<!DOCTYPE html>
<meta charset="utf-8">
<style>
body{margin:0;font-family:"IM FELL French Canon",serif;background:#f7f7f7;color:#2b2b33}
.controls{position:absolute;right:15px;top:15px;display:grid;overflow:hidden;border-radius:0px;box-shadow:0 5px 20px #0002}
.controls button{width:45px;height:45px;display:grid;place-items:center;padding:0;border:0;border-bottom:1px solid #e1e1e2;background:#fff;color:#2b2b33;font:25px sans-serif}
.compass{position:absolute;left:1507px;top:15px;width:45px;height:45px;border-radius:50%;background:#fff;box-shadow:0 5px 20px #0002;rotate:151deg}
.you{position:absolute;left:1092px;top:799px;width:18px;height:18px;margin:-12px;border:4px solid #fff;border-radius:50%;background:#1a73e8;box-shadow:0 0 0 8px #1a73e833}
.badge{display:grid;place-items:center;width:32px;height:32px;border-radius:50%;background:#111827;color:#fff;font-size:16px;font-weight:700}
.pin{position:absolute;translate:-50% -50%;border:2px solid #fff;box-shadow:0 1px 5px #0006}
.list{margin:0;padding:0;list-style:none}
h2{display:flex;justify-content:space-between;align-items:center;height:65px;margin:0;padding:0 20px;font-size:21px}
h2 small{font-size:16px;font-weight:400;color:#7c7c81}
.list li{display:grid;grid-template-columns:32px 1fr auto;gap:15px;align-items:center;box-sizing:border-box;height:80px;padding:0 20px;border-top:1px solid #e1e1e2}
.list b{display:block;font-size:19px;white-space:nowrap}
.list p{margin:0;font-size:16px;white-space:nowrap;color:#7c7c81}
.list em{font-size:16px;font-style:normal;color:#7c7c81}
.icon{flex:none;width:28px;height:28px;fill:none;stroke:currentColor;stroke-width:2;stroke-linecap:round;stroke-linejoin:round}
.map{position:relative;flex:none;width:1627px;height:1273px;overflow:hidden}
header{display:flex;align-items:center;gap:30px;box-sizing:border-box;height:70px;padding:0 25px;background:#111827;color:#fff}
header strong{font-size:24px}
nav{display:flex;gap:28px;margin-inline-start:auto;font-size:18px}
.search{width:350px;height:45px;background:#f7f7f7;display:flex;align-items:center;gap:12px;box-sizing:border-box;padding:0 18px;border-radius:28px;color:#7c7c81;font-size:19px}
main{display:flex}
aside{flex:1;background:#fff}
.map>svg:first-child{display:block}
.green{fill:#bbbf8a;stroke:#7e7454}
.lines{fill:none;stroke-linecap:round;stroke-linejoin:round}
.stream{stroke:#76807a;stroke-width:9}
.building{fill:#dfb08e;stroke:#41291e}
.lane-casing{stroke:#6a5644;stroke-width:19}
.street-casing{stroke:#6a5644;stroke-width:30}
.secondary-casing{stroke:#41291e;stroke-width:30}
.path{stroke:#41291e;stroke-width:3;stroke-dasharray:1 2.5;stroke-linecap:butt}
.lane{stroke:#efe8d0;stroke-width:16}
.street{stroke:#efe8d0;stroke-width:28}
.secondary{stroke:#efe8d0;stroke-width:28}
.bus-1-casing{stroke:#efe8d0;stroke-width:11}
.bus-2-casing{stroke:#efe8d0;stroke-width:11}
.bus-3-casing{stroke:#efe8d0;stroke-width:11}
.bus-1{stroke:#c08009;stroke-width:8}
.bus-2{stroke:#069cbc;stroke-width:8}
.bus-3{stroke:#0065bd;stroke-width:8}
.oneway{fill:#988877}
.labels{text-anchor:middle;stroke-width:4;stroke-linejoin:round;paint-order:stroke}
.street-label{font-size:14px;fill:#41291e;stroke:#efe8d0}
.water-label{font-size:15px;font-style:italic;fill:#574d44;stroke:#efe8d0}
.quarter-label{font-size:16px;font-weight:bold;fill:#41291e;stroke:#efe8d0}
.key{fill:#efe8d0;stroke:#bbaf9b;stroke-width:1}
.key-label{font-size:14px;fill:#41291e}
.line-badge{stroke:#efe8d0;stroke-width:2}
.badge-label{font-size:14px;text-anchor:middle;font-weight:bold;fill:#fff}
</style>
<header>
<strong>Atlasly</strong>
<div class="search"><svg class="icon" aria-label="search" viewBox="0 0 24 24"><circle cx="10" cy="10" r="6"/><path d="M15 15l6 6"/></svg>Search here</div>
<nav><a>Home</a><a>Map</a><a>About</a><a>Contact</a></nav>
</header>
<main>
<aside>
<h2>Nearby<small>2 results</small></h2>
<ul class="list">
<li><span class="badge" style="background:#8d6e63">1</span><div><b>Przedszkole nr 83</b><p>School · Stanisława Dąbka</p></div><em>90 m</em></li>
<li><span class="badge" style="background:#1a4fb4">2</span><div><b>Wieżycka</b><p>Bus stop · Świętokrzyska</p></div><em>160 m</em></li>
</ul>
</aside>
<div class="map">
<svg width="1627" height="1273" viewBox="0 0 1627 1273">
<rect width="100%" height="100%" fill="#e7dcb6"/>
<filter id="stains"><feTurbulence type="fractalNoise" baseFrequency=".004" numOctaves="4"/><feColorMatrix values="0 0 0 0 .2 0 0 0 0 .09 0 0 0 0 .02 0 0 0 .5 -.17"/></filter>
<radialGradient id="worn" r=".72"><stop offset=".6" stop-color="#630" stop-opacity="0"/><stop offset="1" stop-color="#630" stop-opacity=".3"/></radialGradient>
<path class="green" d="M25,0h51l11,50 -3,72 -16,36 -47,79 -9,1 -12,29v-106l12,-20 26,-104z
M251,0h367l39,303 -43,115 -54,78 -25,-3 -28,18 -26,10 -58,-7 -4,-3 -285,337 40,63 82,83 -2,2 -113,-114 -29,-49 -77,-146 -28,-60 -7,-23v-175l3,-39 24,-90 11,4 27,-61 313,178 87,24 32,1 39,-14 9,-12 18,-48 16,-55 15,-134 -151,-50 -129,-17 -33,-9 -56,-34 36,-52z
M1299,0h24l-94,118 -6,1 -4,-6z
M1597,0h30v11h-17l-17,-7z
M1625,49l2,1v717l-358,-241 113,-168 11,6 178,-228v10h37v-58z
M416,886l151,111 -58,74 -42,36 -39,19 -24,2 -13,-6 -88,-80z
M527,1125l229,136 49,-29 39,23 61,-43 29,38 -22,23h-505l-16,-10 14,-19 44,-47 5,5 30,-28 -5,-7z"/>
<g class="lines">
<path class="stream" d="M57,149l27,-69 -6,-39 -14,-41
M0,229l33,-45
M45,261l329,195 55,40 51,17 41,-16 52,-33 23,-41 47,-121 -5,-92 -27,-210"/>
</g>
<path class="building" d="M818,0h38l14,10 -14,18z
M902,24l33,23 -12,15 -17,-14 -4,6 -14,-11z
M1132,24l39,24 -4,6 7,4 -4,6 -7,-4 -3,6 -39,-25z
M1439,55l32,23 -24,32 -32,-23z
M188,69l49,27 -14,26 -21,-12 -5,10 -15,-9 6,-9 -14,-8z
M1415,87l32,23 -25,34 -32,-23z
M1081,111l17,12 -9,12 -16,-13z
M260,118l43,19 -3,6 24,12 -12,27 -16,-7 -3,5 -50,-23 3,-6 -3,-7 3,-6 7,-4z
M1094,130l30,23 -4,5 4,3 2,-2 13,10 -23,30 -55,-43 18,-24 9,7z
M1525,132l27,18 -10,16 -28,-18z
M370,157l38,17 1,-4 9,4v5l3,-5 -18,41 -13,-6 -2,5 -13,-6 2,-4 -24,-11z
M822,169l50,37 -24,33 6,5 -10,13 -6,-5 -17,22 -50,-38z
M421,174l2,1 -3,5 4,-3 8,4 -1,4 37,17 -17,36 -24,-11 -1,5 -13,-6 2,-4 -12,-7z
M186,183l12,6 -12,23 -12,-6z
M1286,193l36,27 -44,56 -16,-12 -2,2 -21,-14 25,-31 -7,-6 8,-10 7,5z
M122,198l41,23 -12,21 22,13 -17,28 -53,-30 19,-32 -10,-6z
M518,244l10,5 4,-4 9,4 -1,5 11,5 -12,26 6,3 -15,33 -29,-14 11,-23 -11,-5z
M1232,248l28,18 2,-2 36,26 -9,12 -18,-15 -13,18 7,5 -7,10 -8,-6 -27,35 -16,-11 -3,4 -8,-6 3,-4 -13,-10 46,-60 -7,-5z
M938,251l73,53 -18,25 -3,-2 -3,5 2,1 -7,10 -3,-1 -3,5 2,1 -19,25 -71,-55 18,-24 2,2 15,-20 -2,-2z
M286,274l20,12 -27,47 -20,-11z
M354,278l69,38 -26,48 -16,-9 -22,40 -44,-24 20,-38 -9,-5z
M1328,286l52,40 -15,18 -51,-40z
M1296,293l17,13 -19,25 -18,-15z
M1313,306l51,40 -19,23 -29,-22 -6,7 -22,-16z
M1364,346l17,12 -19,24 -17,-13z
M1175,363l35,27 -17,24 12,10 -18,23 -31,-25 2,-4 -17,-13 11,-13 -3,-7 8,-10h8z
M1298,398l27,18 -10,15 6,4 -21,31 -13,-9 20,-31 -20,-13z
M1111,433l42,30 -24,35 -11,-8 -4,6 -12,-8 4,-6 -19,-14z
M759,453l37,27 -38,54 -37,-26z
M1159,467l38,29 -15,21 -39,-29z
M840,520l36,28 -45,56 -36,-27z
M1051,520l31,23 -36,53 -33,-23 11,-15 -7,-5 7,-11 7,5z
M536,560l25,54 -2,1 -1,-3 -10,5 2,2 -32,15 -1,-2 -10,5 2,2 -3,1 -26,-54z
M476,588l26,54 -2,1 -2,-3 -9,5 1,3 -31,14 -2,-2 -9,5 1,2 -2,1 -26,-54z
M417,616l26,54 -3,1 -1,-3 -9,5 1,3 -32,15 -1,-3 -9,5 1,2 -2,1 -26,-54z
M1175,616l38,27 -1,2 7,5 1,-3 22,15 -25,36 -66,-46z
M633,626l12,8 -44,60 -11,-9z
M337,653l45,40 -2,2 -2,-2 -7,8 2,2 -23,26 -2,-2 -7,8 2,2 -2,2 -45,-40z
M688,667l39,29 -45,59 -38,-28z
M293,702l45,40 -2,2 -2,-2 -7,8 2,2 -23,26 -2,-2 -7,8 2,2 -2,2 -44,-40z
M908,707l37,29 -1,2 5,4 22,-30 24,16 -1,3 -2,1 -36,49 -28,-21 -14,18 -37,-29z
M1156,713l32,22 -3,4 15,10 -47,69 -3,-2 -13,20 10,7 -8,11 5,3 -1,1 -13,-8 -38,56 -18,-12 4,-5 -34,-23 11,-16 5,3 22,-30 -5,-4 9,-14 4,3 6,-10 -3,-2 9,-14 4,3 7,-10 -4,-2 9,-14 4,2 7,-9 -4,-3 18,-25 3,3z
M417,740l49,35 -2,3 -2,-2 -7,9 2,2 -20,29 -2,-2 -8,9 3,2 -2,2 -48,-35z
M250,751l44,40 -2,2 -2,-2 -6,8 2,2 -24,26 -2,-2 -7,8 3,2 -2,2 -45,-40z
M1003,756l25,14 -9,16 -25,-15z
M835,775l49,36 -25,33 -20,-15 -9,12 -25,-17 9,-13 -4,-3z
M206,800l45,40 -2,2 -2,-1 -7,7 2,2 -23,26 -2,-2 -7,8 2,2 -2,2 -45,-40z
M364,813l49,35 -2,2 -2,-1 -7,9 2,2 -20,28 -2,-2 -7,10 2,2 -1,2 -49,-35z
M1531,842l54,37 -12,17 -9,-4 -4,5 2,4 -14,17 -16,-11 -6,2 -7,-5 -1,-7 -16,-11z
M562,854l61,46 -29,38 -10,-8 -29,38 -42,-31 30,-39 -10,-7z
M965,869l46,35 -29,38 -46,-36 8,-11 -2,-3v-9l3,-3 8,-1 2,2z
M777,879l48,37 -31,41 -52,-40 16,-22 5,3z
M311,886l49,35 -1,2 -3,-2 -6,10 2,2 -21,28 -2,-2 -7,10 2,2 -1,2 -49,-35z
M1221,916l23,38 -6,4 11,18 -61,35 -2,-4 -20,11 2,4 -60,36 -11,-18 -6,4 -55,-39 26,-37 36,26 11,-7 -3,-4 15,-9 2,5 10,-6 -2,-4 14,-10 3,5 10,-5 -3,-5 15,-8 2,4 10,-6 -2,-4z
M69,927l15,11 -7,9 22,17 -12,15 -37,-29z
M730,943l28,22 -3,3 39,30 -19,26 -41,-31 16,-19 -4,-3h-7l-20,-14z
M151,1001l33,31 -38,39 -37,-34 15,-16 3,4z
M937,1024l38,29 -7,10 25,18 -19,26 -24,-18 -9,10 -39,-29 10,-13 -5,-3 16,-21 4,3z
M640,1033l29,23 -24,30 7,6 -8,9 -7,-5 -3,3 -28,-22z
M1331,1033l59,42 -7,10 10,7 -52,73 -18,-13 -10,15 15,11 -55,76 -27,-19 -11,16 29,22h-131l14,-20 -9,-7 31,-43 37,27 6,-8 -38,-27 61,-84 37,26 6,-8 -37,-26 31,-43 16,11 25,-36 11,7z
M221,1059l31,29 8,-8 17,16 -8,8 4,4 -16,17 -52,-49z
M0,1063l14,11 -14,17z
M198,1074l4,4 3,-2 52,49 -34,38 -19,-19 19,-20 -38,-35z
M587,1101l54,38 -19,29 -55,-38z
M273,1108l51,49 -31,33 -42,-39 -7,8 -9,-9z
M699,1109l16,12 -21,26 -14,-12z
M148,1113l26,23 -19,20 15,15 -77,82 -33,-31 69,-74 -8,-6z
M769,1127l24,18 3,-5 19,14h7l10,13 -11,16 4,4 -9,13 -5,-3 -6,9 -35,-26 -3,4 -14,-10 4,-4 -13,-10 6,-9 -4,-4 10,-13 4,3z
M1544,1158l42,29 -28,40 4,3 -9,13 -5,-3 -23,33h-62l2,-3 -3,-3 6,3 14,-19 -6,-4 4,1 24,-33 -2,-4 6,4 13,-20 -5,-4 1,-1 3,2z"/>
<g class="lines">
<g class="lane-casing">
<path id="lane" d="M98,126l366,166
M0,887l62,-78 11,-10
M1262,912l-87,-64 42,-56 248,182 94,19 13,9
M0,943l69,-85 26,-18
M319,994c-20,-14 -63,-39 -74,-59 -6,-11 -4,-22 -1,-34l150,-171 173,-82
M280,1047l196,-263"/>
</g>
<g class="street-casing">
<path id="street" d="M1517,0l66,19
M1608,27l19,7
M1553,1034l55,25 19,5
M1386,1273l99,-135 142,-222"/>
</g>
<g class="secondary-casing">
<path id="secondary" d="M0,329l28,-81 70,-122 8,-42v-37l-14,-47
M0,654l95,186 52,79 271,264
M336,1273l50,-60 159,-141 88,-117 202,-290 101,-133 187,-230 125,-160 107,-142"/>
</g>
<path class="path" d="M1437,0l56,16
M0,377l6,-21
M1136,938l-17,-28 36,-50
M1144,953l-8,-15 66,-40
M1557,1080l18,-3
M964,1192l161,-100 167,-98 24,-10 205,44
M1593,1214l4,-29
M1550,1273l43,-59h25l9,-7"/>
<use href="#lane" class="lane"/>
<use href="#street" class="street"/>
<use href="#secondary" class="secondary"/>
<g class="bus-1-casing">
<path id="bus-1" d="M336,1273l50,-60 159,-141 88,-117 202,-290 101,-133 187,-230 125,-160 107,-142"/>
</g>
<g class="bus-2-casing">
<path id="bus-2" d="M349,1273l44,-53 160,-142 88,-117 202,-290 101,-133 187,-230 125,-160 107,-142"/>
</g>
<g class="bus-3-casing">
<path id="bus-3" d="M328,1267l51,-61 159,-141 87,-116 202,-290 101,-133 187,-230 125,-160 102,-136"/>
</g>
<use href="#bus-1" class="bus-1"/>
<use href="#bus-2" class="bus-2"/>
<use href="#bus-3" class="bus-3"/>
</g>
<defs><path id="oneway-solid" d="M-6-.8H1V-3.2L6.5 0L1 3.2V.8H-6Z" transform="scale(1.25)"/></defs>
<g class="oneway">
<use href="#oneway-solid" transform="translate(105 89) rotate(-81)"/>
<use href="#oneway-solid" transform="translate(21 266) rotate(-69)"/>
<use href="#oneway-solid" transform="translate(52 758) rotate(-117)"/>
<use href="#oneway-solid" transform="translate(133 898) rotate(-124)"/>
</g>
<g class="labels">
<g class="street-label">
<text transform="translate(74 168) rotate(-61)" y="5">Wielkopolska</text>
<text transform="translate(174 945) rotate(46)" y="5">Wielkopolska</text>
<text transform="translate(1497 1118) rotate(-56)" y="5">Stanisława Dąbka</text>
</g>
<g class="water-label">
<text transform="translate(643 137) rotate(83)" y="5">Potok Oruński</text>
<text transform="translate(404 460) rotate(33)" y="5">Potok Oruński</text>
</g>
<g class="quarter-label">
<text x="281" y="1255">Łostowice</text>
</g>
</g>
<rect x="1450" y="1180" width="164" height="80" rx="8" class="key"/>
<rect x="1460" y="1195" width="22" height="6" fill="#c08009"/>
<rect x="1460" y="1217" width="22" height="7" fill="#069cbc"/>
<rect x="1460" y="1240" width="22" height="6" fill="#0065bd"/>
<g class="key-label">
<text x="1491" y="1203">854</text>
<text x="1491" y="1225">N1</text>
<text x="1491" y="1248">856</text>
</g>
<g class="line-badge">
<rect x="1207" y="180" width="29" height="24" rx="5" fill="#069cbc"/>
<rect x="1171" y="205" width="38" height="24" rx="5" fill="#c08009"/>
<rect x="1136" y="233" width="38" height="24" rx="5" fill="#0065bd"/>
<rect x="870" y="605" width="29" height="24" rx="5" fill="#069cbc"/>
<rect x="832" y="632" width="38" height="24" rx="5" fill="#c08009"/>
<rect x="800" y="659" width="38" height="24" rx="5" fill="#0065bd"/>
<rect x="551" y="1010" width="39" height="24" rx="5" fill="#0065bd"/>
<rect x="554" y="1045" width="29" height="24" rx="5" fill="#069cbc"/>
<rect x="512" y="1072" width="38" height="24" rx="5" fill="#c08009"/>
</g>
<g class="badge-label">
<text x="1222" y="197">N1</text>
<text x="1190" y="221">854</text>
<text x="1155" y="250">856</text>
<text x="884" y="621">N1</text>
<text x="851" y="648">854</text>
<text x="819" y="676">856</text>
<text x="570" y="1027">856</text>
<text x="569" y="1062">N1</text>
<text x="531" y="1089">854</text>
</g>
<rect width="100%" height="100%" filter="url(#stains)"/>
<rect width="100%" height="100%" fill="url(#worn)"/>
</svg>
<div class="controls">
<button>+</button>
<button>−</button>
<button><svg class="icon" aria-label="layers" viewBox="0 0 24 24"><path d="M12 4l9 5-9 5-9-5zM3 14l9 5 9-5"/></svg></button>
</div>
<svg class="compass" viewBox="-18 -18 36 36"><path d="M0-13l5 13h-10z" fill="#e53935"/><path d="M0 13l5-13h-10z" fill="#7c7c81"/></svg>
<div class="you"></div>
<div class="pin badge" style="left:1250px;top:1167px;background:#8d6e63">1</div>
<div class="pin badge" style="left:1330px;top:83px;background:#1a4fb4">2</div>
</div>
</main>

→ **WHAT YOU HAVE TO DO**
Here the job is to set down exactly the lines of the material above that fall between the one with "M148,1113l26,23 -19,20 15,15" and the one with "M964,1192l161,-100 167,-98 24,-10 205,44", inclusive, and nothing beyond them.

→ **YOUR SOLUTION**
M148,1113l26,23 -19,20 15,15 -77,82 -33,-31 69,-74 -8,-6z
M769,1127l24,18 3,-5 19,14h7l10,13 -11,16 4,4 -9,13 -5,-3 -6,9 -35,-26 -3,4 -14,-10 4,-4 -13,-10 6,-9 -4,-4 10,-13 4,3z
M1544,1158l42,29 -28,40 4,3 -9,13 -5,-3 -23,33h-62l2,-3 -3,-3 6,3 14,-19 -6,-4 4,1 24,-33 -2,-4 6,4 13,-20 -5,-4 1,-1 3,2z"/>
<g class="lines">
<g class="lane-casing">
<path id="lane" d="M98,126l366,166
M0,887l62,-78 11,-10
M1262,912l-87,-64 42,-56 248,182 94,19 13,9
M0,943l69,-85 26,-18
M319,994c-20,-14 -63,-39 -74,-59 -6,-11 -4,-22 -1,-34l150,-171 173,-82
M280,1047l196,-263"/>
</g>
<g class="street-casing">
<path id="street" d="M1517,0l66,19
M1608,27l19,7
M1553,1034l55,25 19,5
M1386,1273l99,-135 142,-222"/>
</g>
<g class="secondary-casing">
<path id="secondary" d="M0,329l28,-81 70,-122 8,-42v-37l-14,-47
M0,654l95,186 52,79 271,264
M336,1273l50,-60 159,-141 88,-117 202,-290 101,-133 187,-230 125,-160 107,-142"/>
</g>
<path class="path" d="M1437,0l56,16
M0,377l6,-21
M1136,938l-17,-28 36,-50
M1144,953l-8,-15 66,-40
M1557,1080l18,-3
M964,1192l161,-100 167,-98 24,-10 205,44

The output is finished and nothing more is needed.